La IIIº Internationale, apparemment créée par les Bolcheviks pour lutter contre les débris de la social-démocratie réformiste de la IIº Internationale, et grouper l’avant-garde prolétarienne dans les “partis communistes révolutionnaires,” était trop liée à ses créateurs et à leurs intérêts pour pouvoir réaliser, où que ce soit, la véritable révolution socialiste . En fait la IIº Internationale était la vérité de la IIIº. Très tôt, le modèle russe s’imposa aux organisations ouvrières d’Occident, et leurs évolutions furent une seule et même chose. A la dictature totalitaire de la Bureaucratie, nouvelle classe dirigeante, sur le prolétariat russe, correspondait au sein de ces organisations la domination d’une couche de bureaucrates politiques et syndicaux sur la grande masse des ouvriers, dont les intérêts sont devenus franchement contradictoires avec les siens. Le monstre stalinien hantait la conscience ouvrière, tandis que le Capitalisme, en voie de bureaucratisation et de surdéveloppement, résolvait ses crises internes et affirmait tout fièrement sa nouvelle victoire, qu’il prétend permanente. Une même forme sociale, apparemment divergente et variée, s’empare du monde, et les principes du vieux monde continuent à gouverner notre monde moderne . Les morts hantent encore les cerveaux des vivants.

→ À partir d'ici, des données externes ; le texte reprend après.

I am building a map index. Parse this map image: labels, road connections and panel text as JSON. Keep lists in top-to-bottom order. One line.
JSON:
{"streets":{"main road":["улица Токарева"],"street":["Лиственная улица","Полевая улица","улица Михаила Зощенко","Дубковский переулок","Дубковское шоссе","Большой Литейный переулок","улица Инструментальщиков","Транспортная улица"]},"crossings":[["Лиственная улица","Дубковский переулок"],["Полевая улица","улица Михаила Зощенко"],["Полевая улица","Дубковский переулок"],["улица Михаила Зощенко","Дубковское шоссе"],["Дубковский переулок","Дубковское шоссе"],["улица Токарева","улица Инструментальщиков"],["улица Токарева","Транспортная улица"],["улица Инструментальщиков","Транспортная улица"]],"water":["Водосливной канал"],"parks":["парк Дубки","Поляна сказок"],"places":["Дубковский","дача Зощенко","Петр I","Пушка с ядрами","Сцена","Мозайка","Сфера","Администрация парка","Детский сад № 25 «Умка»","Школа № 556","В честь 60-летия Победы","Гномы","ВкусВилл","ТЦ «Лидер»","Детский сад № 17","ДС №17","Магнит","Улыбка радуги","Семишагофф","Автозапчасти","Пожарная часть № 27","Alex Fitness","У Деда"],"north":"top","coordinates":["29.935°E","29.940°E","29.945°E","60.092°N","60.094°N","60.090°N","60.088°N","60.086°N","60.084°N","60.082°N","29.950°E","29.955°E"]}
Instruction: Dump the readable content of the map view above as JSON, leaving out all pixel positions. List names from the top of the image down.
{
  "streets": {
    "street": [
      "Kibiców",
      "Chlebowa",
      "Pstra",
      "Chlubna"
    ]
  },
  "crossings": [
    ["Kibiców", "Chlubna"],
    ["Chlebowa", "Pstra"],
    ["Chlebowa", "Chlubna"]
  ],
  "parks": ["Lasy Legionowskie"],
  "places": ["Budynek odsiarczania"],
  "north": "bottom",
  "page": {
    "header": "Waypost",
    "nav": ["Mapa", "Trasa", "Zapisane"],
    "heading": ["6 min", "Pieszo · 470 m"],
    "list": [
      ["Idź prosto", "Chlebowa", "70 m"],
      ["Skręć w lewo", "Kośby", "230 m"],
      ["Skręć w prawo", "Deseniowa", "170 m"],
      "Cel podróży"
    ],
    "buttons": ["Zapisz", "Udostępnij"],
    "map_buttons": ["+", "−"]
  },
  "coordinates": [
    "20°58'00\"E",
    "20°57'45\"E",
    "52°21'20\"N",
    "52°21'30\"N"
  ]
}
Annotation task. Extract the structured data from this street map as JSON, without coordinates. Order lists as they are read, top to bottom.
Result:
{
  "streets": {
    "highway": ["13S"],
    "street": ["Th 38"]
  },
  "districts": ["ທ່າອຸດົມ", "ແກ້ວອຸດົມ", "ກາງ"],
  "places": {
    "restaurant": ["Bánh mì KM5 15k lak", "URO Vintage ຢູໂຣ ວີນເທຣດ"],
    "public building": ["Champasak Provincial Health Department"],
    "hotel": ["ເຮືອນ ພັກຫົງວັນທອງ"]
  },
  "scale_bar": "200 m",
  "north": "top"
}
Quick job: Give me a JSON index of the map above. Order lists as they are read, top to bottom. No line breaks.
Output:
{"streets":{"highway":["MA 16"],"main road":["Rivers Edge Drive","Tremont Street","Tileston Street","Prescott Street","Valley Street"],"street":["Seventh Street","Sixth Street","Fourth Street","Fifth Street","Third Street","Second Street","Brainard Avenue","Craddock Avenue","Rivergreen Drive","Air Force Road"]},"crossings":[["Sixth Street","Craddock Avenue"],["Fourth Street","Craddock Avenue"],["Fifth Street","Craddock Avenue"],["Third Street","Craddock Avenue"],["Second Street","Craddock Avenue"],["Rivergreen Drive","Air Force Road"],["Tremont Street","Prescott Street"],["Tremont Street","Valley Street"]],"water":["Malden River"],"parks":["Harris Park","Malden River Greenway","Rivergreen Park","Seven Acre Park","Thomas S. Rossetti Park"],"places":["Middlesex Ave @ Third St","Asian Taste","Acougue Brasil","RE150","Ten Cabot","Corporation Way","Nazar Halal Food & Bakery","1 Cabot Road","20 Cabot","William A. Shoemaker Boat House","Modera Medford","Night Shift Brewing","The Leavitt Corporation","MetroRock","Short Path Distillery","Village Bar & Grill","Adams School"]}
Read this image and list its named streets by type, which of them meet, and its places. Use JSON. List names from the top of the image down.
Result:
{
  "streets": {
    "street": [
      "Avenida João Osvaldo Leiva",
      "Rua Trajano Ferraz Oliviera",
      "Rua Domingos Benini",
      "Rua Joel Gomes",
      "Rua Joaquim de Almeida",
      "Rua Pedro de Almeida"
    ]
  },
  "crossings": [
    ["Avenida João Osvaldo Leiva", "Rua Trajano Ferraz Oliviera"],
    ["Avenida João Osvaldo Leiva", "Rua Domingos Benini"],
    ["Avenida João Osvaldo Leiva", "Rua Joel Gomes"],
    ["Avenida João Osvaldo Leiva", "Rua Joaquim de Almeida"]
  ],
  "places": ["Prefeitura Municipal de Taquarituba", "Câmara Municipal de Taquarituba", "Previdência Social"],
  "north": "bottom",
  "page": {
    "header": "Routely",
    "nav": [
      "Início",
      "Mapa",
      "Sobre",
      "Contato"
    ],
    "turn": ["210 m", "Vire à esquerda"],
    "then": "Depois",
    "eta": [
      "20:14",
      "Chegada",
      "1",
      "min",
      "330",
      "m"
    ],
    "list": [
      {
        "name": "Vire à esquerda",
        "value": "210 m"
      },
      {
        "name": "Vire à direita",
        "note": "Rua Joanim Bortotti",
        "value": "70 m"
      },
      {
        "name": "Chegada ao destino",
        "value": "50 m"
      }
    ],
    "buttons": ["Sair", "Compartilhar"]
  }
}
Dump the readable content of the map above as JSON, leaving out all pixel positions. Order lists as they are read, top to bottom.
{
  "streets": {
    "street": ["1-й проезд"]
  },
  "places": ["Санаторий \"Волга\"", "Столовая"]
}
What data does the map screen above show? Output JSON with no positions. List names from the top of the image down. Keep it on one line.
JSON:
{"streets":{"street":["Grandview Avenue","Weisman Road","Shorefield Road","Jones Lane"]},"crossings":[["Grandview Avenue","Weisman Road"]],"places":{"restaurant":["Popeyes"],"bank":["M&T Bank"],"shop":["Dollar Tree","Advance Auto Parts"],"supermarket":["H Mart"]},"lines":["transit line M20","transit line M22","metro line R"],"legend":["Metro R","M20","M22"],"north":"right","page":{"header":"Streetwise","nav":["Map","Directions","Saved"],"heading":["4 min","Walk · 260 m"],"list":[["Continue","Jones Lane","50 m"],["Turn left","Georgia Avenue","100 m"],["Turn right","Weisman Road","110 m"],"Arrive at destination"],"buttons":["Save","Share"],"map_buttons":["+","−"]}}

Au sein de ce monde, des organisations prétendument révolutionnaires ne font que le combattre apparemment, sur son terrain propre, à travers les plus grandes mystifications. Toutes se réclament d’idéologies plus ou moins pétrifiées, et ne font en définitive que participer à la consolidation de l’ordre dominant. Les syndicats et les partis politiques forgés par la classe ouvrière pour sa propre émancipation sont devenus de simples régulateurs du système, propriété privée de dirigeants qui travaillent à leur émancipation particulière et trouvent un statut dans la classe dirigeante d’une société qu’ils ne pensent jamais mettre en question. Le programme réel de ces syndicats et partis ne fait que reprendre platement la phraséologie “révolutionnaire” et appliquer en fait les mots d’ordre du réformisme le plus édulcoré, puisque le capitalisme lui-même se fait officiellement réformiste. Là où ils ont pu prendre le pouvoir -dans des pays plus arriérés que la Russie- ce n’était que pour reproduire le modèle stalinien du totalitarisme contre révolutionnaire. Ailleurs, ils sont le complément statique à l’autorégulation du Capitalisme bureaucratisé; la contradiction indispensable au maintien de son humanisme policier. D’autre part, ils restent, vis-à-vis des masses ouvrières, les garants indéfectibles et les défenseurs inconditionnels de la contre-révolution bureaucratique, les instruments dociles de sa politique étrangère. Dans un monde fondamentalement mensonger, ils sont les porteurs du mensonge le plus radical, et travaillent à la pérenninté de la dictature universelle de l’Economie et de l’Etat. Comme l’affirment les situationnistes, “un modèle social universellement dominant, qui tend à l’autorégulation totalitaire, n’est qu’apparemment combattu par des fausses contestations posées en permanence sur son propre terrain, illusions qui, au contraire, renforcent ce modèle. Le pseudo-socialisme bureaucratique n’est que le plus grandiose de ces déguisements du vieux monde hiérarchique du travail aliéné.” Le syndicalisme étudiant n’est dans tout cela que la caricature d’une caricature, la répétition burlesque et inutile d’un syndicalisme dégénéré.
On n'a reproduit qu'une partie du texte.